▶ [What you have to do] Please work out how many lines in the material contain "image" and give only that figure.

▶ [Data for review]

──────────

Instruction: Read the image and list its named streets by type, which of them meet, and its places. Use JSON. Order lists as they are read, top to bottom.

──────────

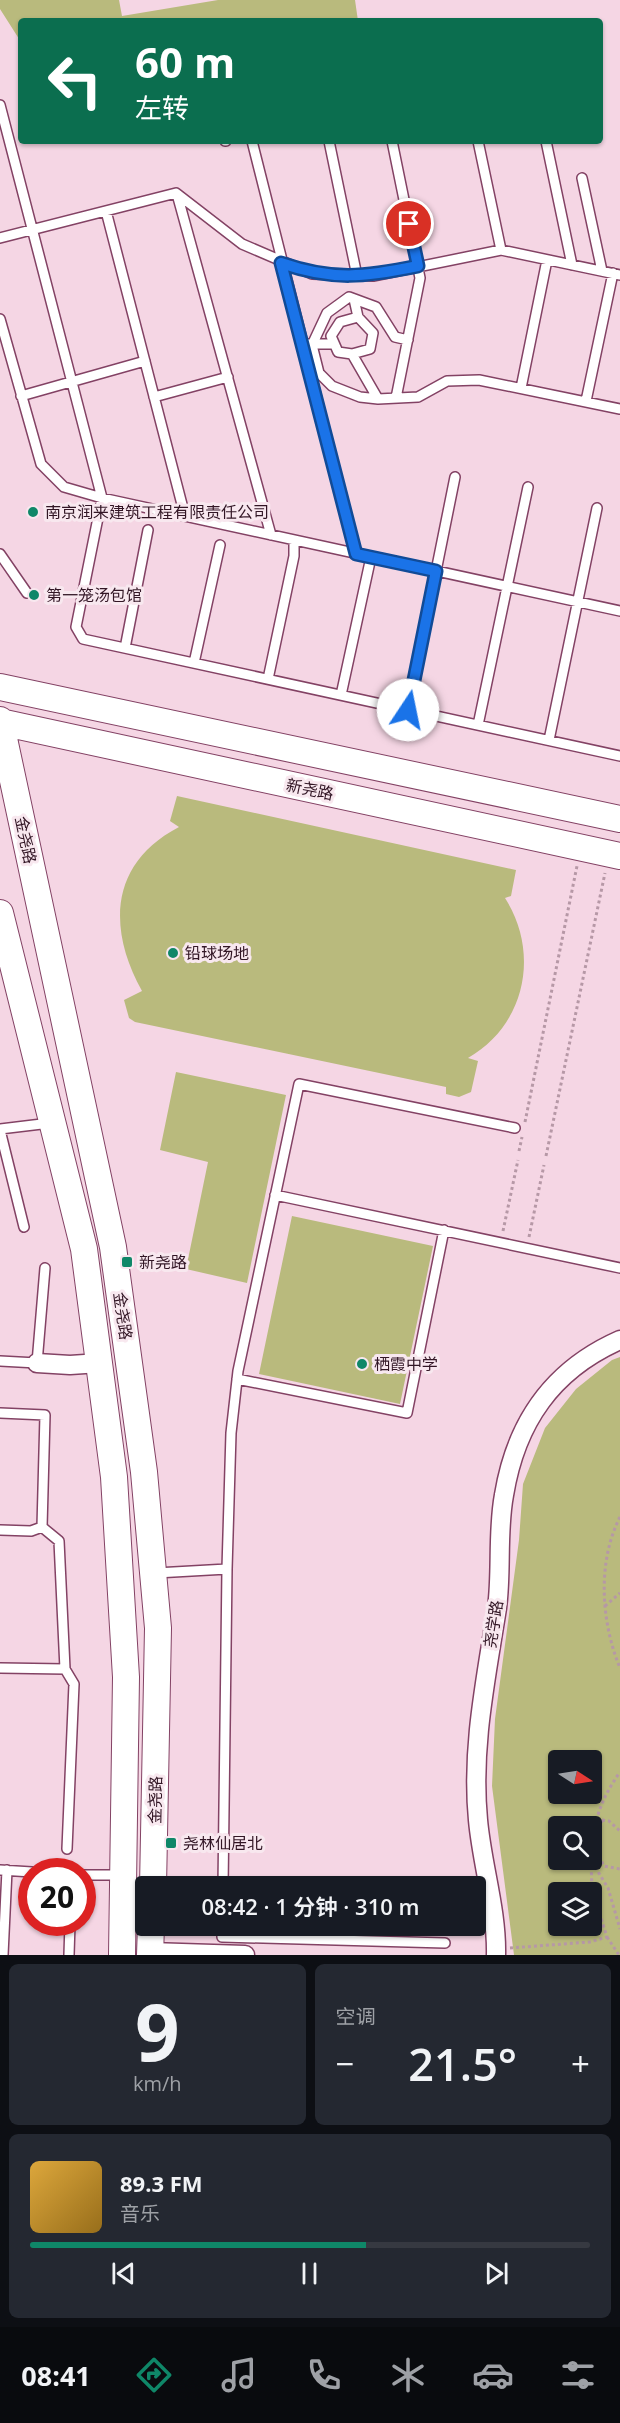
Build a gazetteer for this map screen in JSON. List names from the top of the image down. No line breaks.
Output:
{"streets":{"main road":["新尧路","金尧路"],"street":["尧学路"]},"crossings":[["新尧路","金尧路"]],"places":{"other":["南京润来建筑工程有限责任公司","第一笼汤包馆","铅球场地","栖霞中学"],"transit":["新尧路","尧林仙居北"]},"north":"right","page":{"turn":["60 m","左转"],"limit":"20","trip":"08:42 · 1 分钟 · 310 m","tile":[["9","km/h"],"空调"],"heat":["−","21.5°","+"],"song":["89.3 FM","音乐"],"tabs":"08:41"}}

──────────

▶ [Problem solution] 2